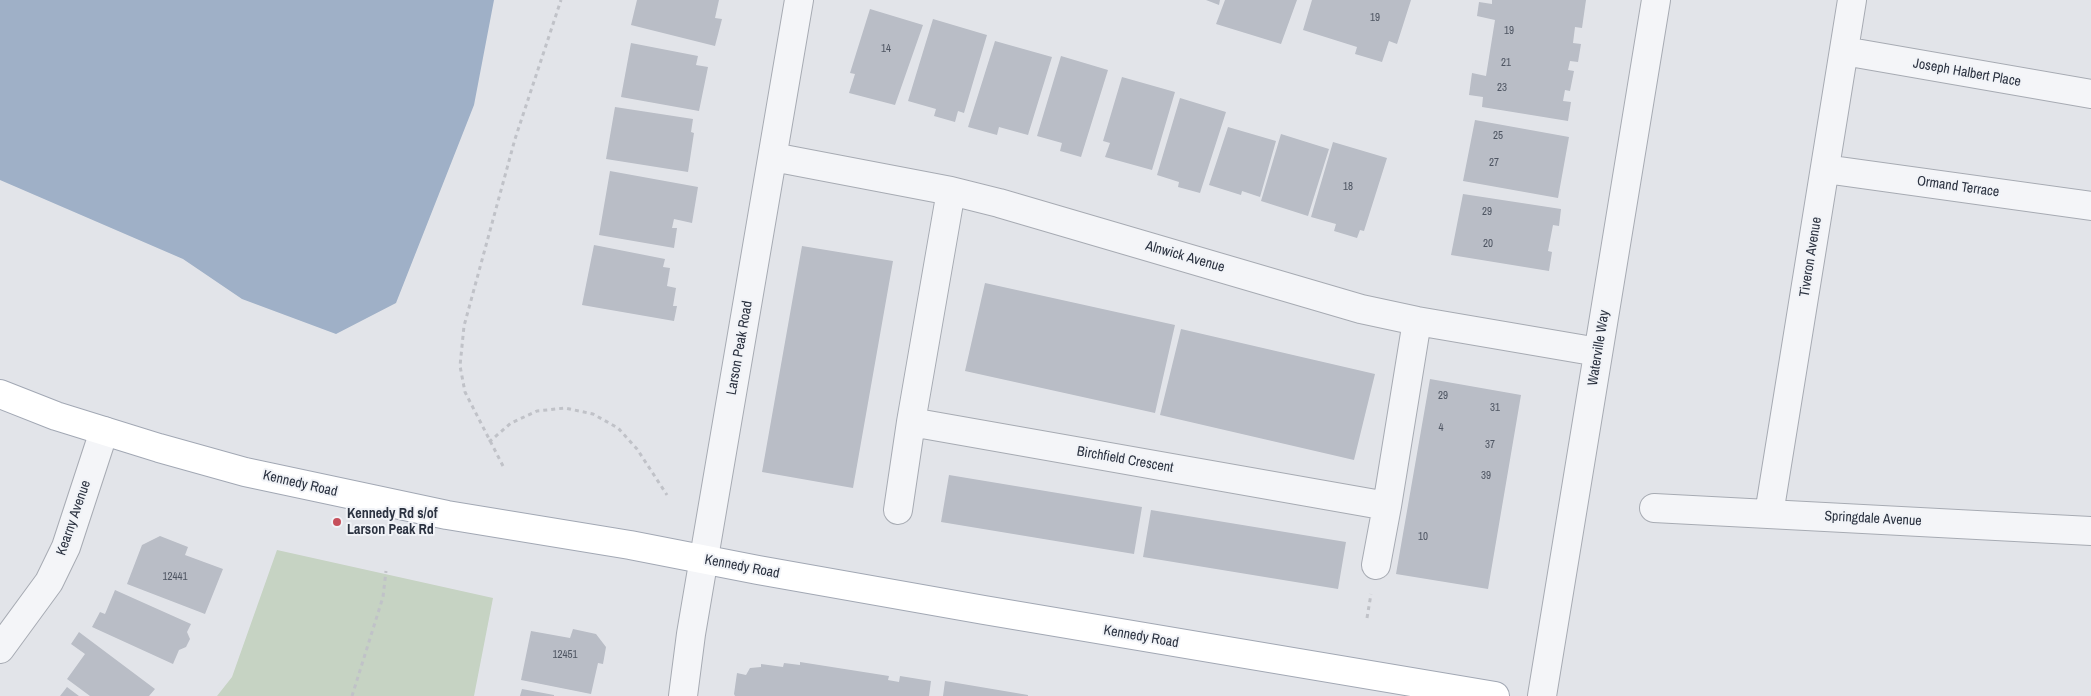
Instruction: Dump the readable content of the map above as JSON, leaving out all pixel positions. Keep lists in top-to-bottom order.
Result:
{
  "streets": {
    "main road": ["Kennedy Road"],
    "street": [
      "Joseph Halbert Place",
      "Ormand Terrace",
      "Alnwick Avenue",
      "Tiveron Avenue",
      "Larson Peak Road",
      "Waterville Way",
      "Birchfield Crescent",
      "Kearny Avenue",
      "Springdale Avenue"
    ]
  },
  "crossings": [
    ["Joseph Halbert Place", "Tiveron Avenue"],
    ["Ormand Terrace", "Tiveron Avenue"],
    ["Alnwick Avenue", "Larson Peak Road"],
    ["Alnwick Avenue", "Waterville Way"],
    ["Tiveron Avenue", "Springdale Avenue"],
    ["Larson Peak Road", "Kennedy Road"],
    ["Kennedy Road", "Kearny Avenue"]
  ],
  "places": ["Kennedy Rd s/of Larson Peak Rd"],
  "house_numbers": [
    "19",
    "19",
    "14",
    "21",
    "23",
    "25",
    "27",
    "18",
    "29",
    "20",
    "29",
    "31",
    "4",
    "37",
    "39",
    "10",
    "12441",
    "12451"
  ]
}
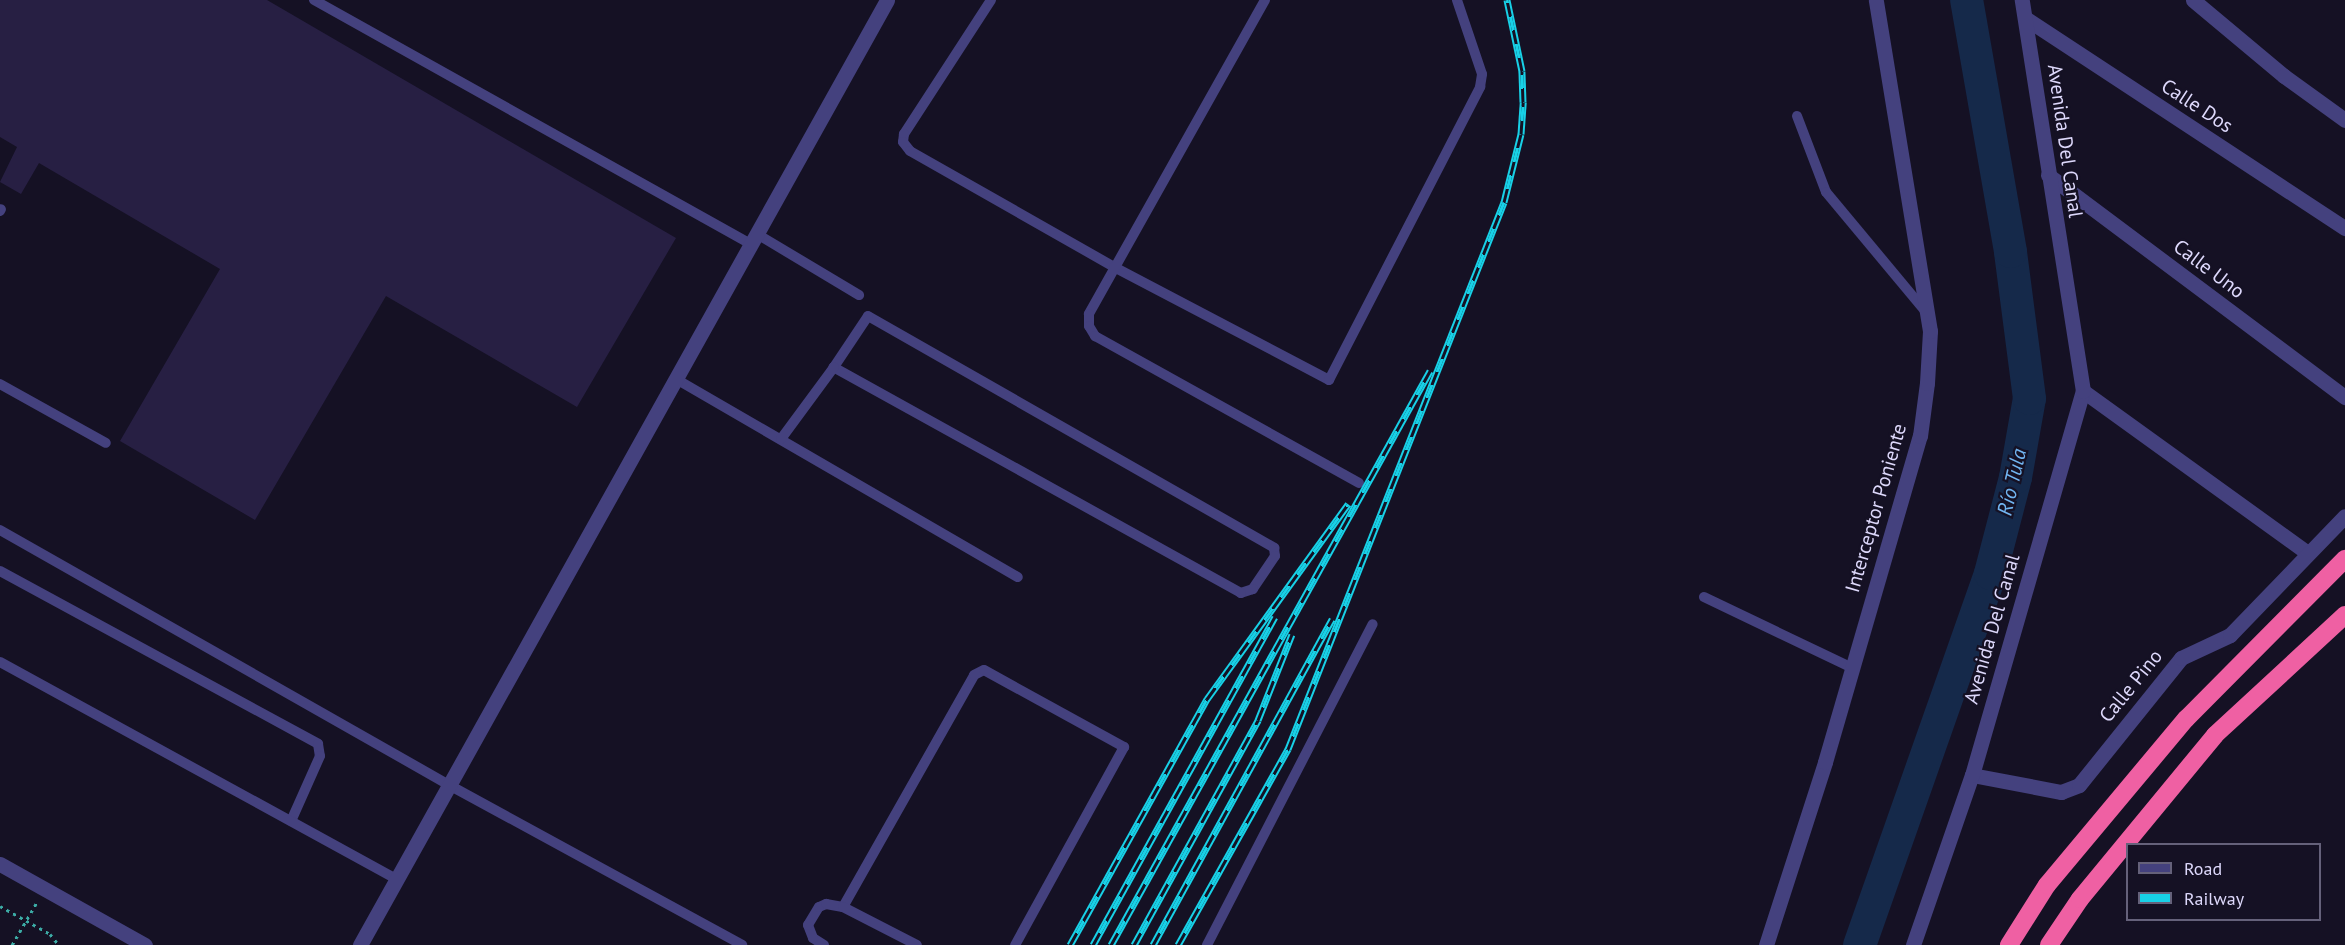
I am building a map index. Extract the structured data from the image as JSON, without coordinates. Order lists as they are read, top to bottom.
{
  "streets": {
    "street": [
      "Calle Dos",
      "Avenida Del Canal",
      "Calle Uno",
      "Interceptor Poniente",
      "Calle Pino"
    ]
  },
  "crossings": [
    ["Calle Dos", "Avenida Del Canal"],
    ["Avenida Del Canal", "Calle Uno"],
    ["Avenida Del Canal", "Calle Pino"]
  ],
  "water": ["Río Tula"],
  "legend": ["Road", "Railway"]
}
────
- **Aim of the exercise**
When you reach a picture in the records above, pass over it and transcribe the rest exactly.

- **Solution for this task**
Instruction: Dump the readable content of the map above as JSON, leaving out all pixel positions. Keep lists in top-to-bottom order.
Result:
{
  "streets": {
    "main road": ["Kennedy Road"],
    "street": [
      "Joseph Halbert Place",
      "Ormand Terrace",
      "Alnwick Avenue",
      "Tiveron Avenue",
      "Larson Peak Road",
      "Waterville Way",
      "Birchfield Crescent",
      "Kearny Avenue",
      "Springdale Avenue"
    ]
  },
  "crossings": [
    ["Joseph Halbert Place", "Tiveron Avenue"],
    ["Ormand Terrace", "Tiveron Avenue"],
    ["Alnwick Avenue", "Larson Peak Road"],
    ["Alnwick Avenue", "Waterville Way"],
    ["Tiveron Avenue", "Springdale Avenue"],
    ["Larson Peak Road", "Kennedy Road"],
    ["Kennedy Road", "Kearny Avenue"]
  ],
  "places": ["Kennedy Rd s/of Larson Peak Rd"],
  "house_numbers": [
    "19",
    "19",
    "14",
    "21",
    "23",
    "25",
    "27",
    "18",
    "29",
    "20",
    "29",
    "31",
    "4",
    "37",
    "39",
    "10",
    "12441",
    "12451"
  ]
}
I am building a map index. Extract the structured data from the image as JSON, without coordinates. Order lists as they are read, top to bottom.
{
  "streets": {
    "street": [
      "Calle Dos",
      "Avenida Del Canal",
      "Calle Uno",
      "Interceptor Poniente",
      "Calle Pino"
    ]
  },
  "crossings": [
    ["Calle Dos", "Avenida Del Canal"],
    ["Avenida Del Canal", "Calle Uno"],
    ["Avenida Del Canal", "Calle Pino"]
  ],
  "water": ["Río Tula"],
  "legend": ["Road", "Railway"]
}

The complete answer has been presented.